Le paradoxe tient aux réponses
à la question : le Catalogue de tous les catalogues qui ne se mentionnent
pas eux-mêmes doit-il se mentionner lui-même ?
.Si oui, il fait partie des
catalogues qui se mentionnent eux-mêmes, il ne doit donc pas se citer.
.Si non, il appartient aux catalogues
qui ne se mentionnent pas eux-mêmes et doit donc se mentionner.
Ce n'était pas le premier
paradoxe logique. On connaissait depuis longtemps le paradoxe du menteur
que Diogène Laerce attribuait à Eubulide, dialecticien de
l'école grecque de Mégare.
Le crétois affirme :
«Je suis un menteur». S'il l'est, en disant : «Je suis
un menteur», il dit la vérité, donc il ne ment pas.
Mais, s'il n'est pas menteur, ce qu'il dit est vrai. Or, il dit «Je
suis un menteur», donc la vérité est qu'il ment.
Remarquons au passage que l'auteur
étant grec, le menteur se trouve être crétois.
Le paradoxe du menteur amusait, le paradoxe de Russell angoisse les mathématiciens car il met en cause une théorie axiomatique. Remplaçons catalogue par ensemble et «se cite» par «appartient à», on arrive à : l'ensemble de tous les ensembles qui ne se contiennent pas eux-mêmes.
Les paradoxes seront levés à la fin des années 1920 par Zermelo, Fraenkel et Neumann mais il faudra pour cela une modification de la théorie. On retrouvera une notion très voisine à propos du théorème de Gödel.
L'espoir d'une réponse
En 1900, un congrès international
des mathématiciens est réuni à Paris pour la deuxième
fois. David Hilbert (1862-1943), mathématicien allemand déjà
cité, y présente un agenda de recherche, une collection de
23 problèmes à résoudre pendant le nouveau siècle.
Hilbert continuera à travailler sur cette liste, la modifiant plusieurs
fois.
Le second de ces problèmes
a trait à la consistance des axiomes de l'arithmétique. L'auteur
le placera en 1928 en 33e position sous la forme de l'existence
d'un algorithme pour déclarer vraie ou fausse une proposition logique,
dans un système de logique assez puissant pour représenter
les nombres naturels.
Hilbert demande ainsi que soit apportée la réponse définitive à l'existence de l'algorithme universel, c'est à dire l'existence d'un procédé de calcul permettant de résoudre sans réfléchir tout problème donné, reprenant ainsi la thèse de Leibniz et l'objectif de Joseph Gergonne en 1816. Il récrira cette proposition en 1928 sous une autre forme dite «décision de la décidabilité».

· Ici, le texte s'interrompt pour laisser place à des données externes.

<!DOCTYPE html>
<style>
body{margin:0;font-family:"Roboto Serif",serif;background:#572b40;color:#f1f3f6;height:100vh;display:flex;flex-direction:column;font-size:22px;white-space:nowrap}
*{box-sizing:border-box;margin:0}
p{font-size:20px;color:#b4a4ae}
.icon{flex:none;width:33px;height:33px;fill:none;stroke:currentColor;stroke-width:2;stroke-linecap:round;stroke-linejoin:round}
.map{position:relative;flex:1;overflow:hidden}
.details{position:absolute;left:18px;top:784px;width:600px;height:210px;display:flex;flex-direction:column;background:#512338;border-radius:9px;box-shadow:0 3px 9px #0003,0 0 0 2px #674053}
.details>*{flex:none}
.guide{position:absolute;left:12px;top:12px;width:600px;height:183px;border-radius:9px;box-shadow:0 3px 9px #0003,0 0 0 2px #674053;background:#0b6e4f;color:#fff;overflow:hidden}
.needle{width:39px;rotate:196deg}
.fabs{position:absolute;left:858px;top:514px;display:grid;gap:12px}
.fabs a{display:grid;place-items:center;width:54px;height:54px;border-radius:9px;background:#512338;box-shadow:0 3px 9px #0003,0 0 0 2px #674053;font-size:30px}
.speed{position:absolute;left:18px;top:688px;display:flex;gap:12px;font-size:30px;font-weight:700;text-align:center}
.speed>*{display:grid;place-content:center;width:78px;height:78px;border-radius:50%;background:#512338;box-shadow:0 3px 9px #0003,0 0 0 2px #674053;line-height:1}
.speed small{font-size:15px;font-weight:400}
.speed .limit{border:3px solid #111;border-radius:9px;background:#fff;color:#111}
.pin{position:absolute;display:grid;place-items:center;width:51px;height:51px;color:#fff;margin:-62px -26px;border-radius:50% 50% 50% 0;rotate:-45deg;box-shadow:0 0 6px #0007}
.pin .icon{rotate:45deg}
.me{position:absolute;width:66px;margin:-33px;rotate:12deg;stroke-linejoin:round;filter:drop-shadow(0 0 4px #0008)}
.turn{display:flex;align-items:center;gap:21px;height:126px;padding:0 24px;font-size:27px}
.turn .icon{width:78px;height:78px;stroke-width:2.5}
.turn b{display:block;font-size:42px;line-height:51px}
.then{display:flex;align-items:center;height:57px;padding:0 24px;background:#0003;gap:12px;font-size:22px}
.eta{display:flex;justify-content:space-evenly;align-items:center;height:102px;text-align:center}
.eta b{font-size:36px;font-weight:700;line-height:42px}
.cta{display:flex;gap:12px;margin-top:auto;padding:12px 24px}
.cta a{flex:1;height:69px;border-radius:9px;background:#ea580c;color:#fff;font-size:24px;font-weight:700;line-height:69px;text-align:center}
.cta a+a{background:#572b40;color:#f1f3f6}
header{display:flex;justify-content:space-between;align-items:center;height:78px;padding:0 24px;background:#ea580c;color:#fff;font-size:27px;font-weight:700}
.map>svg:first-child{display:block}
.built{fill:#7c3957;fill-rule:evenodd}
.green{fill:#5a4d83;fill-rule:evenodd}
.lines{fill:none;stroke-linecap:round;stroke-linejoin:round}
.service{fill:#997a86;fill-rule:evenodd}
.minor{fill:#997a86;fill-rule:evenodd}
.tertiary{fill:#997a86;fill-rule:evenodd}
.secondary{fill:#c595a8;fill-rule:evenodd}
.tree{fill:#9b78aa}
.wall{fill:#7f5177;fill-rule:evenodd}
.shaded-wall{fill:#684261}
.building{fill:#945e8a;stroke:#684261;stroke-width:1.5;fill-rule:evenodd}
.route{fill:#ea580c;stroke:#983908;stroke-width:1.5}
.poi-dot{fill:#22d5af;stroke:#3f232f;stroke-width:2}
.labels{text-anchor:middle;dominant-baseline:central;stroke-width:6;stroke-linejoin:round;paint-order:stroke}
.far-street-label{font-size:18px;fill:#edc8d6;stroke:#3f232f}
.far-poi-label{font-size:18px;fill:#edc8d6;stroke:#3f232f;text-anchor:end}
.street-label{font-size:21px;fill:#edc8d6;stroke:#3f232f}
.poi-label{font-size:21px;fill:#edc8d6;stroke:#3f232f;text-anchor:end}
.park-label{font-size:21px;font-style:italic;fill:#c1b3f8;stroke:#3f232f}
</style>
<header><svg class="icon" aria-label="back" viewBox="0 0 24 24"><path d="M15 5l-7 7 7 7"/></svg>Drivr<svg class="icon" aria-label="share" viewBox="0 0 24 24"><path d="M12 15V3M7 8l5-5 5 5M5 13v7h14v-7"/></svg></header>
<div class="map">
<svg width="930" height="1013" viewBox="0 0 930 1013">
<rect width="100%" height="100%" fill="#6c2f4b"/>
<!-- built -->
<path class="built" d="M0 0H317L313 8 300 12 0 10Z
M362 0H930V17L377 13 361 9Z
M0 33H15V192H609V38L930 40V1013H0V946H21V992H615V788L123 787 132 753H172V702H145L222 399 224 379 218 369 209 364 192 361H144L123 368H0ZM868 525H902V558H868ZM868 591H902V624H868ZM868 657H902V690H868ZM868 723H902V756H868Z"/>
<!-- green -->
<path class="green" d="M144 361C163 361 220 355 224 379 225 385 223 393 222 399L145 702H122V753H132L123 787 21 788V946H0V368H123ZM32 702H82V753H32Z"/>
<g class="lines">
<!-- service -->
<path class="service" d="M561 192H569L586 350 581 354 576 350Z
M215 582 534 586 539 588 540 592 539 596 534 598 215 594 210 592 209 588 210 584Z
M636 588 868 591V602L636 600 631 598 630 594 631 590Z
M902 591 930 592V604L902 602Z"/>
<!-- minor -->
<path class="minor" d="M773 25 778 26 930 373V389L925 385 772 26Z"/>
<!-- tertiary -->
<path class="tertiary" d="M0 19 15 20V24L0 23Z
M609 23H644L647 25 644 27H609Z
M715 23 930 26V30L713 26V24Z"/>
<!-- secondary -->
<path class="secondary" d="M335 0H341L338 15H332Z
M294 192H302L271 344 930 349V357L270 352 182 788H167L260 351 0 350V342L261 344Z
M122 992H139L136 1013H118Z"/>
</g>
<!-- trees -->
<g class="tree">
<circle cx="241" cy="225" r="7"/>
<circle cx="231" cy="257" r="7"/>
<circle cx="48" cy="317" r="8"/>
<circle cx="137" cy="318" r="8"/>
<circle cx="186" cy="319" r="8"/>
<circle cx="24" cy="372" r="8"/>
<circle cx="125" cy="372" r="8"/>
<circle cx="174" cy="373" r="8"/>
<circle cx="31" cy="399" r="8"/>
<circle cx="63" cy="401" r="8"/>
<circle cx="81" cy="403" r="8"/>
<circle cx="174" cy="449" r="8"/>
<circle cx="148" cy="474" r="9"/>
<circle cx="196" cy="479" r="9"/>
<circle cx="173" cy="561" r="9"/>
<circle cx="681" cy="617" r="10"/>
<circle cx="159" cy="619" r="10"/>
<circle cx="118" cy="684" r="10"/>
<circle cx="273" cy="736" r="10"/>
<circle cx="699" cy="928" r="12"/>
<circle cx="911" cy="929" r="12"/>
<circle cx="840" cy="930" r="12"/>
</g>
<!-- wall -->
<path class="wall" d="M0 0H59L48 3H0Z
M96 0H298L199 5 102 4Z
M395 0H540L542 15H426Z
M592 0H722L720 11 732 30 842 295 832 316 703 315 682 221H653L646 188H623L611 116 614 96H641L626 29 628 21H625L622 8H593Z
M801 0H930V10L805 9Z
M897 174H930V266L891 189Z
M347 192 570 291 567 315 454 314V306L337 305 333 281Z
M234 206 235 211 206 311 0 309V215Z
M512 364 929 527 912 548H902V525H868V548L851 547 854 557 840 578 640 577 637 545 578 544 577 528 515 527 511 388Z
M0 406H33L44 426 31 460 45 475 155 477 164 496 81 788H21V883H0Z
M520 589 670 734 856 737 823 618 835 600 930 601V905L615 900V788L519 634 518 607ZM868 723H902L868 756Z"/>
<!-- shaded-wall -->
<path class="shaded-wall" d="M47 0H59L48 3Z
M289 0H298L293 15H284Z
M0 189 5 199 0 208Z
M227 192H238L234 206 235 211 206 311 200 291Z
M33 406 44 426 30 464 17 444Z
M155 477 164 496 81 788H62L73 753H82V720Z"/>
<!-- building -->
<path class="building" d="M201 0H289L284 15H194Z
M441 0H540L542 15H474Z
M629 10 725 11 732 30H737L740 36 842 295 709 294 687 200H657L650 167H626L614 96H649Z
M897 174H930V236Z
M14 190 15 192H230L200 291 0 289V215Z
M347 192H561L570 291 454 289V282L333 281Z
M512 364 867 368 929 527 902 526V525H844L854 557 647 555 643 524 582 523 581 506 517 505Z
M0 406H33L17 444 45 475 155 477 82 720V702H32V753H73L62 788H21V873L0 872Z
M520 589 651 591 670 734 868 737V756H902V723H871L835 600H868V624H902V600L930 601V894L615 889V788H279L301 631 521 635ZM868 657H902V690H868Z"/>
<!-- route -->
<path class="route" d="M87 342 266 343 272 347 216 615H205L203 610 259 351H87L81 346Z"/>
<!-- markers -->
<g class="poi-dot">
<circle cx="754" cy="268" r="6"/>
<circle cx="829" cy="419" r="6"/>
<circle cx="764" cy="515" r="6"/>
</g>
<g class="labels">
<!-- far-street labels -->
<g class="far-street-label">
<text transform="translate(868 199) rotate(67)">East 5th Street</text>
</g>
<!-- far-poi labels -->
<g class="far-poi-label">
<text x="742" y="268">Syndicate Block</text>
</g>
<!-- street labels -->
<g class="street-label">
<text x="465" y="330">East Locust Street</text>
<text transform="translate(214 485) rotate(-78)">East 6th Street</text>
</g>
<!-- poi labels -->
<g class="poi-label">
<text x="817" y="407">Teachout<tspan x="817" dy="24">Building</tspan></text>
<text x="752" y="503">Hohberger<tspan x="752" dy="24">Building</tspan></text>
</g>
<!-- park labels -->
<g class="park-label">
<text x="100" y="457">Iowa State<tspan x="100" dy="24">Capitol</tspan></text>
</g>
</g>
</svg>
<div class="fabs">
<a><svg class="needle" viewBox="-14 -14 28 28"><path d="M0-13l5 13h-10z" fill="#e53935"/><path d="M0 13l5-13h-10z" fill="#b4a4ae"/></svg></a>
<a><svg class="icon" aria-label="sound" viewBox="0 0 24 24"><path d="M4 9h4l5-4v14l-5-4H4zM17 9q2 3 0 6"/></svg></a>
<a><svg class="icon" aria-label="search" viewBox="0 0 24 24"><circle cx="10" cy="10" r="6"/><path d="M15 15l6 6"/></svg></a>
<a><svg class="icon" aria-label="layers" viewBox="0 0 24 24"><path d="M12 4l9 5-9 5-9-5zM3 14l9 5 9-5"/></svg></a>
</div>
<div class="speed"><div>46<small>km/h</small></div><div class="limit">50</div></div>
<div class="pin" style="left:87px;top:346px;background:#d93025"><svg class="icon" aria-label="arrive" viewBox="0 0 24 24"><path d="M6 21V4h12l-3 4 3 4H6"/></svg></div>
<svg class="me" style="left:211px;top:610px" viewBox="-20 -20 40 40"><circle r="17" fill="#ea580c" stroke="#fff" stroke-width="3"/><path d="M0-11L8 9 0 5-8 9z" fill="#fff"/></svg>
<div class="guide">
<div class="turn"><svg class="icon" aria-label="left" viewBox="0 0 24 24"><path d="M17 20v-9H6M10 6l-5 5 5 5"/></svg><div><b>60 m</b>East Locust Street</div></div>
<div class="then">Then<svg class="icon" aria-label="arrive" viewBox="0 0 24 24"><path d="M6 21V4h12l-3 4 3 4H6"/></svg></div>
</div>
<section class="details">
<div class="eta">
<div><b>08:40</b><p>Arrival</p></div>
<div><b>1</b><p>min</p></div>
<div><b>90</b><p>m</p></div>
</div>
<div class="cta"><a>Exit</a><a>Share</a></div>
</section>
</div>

On peut présenter la chose en écrivant qu'il s'agit :
a) de convertir toutes les mathématiques
existant en une théorie formelle, une variante de la théorie
des ensembles devant lever les paradoxes;
b) de prouver la consistance
de cette théorie formelle.
La tâche a) était considérée comme une affaire de peu de temps, le siècle précédent avait vu les grands succès de définitions formelles des fonctions, de la continuité, des nombres réels, l'axiomatisation de l'arithmétique, de la géométrie etc...
La tâche b) était nouvelle. Elle portait trois espoirs :
D. Hilbert trace un plan de recherche. En faisant abstraction du sens des symboles mathématiques, il s'agit de montrer qu'il existe une syntaxe, jeu des règles de liaison entre les symboles, cohérente et non contradictoire. On va étudier la mathématique elle-même comme objet et non plus seulement des objets mathématiques. Pour cela, il suffirait d'établir définitivement la liste des règles logiques avec lesquelles on fait des mathématiques de façon objective. Vue différemment, cette ambition est de mécaniser la production de théorèmes. On pourrait alors atteindre tous les résultats mathématiques en appliquant ces règles. On prétendrait aujourd'hui que l'ordinateur bien programmé peut produire tous les théorèmes.
Pour éviter les définitions
en cercle vicieux, D. Hilbert pose des règles pour ce jeu. Elles
consistent à admettre deux prémisses :
.les nombres entiers, dont l'axiomatique
vient d'être établie par Péano et leurs propriétés
élémentaires;
.l'emploi de règles logiques
simples de manipulation de ces concepts.
Il nomme le tout «mathématiques
réelles».
Il reste alors à démontrer
que: «Tout résultat mathématique vrai est démontrable
à partir des mathématiques réelles.»
L'idée directrice est de «projeter», mais comment?, les assertions logiques qui portent sur les mathématiques dans les mathématiques réelles et de démontrer qu'elles y sont vraies. Par exemple, si l'on trouvait une manière d'associer la proposition : «Les hommes sont mortels, Socrate est un homme, donc Socrate est mortel» à une égalité du type 2 x 3 = 6, on pourrait vérifier la justesse d'un raisonnement logique à travers des opérations des mathématiques réelles.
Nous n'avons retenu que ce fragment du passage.